In 2006, the official unemployment rate for women stood at 4.4 percent. Seven years later and five years after the financial crash, the official unemployment rate now stands at 6.7 percent. Real unemployment and underemployment are significantly higher. The study from the Journal of Health and Social Behavior analyzed data only up to 2006, meaning that the divergence in mortality rates between rich and poor is almost certainly higher than the study reports.

This divergence is even more severe for white women who do not have a high school diploma. Another recent report in the journal Health Affairs estimates that members of this group suffered a five year loss in life expectancy between 1990 and 2008.

The National Center for Health Statistics surveyed 47,000 women between the ages of 45 to 84. More than a dozen factors were taken into consideration, many of which are linked to social-psychological conditions, health behaviors, and economic circumstances such as poverty, alcohol consumption, and homeownership.

According to the study, joblessness has a significantly higher impact on mortality rates than other factors, even when controlling for obesity, alcohol consumption, poverty, and income. In fact, joblessness is as much an indicator of the difference in mortality rates as smoking cigarettes.

“What is it about employment that has this huge impact on mortality, beyond the material resources it brings?” asked Jennifer Karas Montez, the study’s lead author.

According to the report, stable employment creates higher self-esteem, and more importantly, access to a social network. Employed people are also significantly less likely to experience unnecessary family stress.

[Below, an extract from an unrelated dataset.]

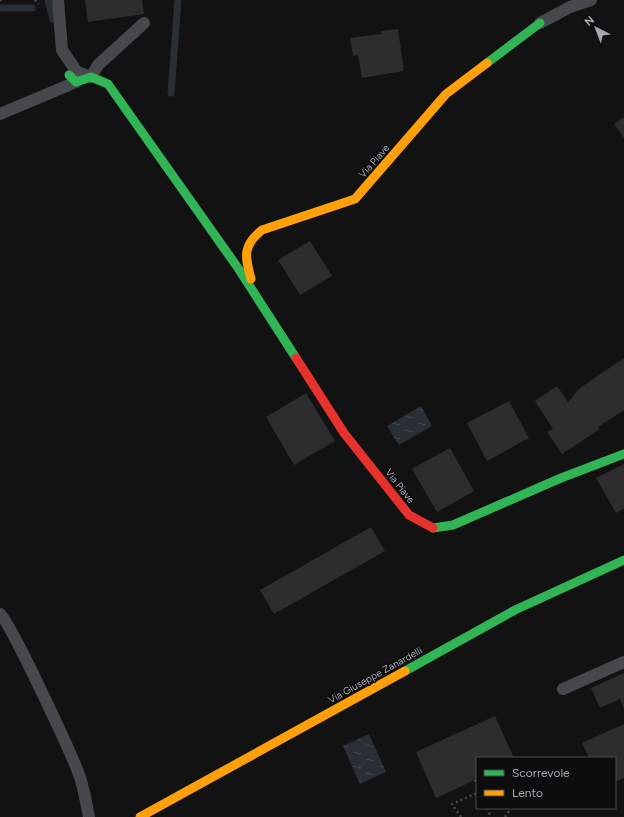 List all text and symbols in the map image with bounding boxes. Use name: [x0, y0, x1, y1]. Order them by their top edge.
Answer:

Divorce is directly tied to unemployment. A recent study by economists Kerwin Charles and Melvin Stephens in the Journal of Labor Economics showed that the probability of a divorce when the husband has lost his job increases to 18 percent. When the wife loses her job, that rate is 13 percent.

In addition, those who are jobless are at a higher risk of accidents, suicide, and cardiovascular diseases.

In the US alone, suicide rates jumped from 34 to 54 percent between 1999 and 2010, according to the Morbidity and Mortality Weekly Report. At nearly 60 percent, this figure is even higher for women between 60 to 64. For men in their 50s, the figure rose almost 50 percent. Suicide is now the tenth leading cause of death in the US, as 38,364 people kill themselves each year.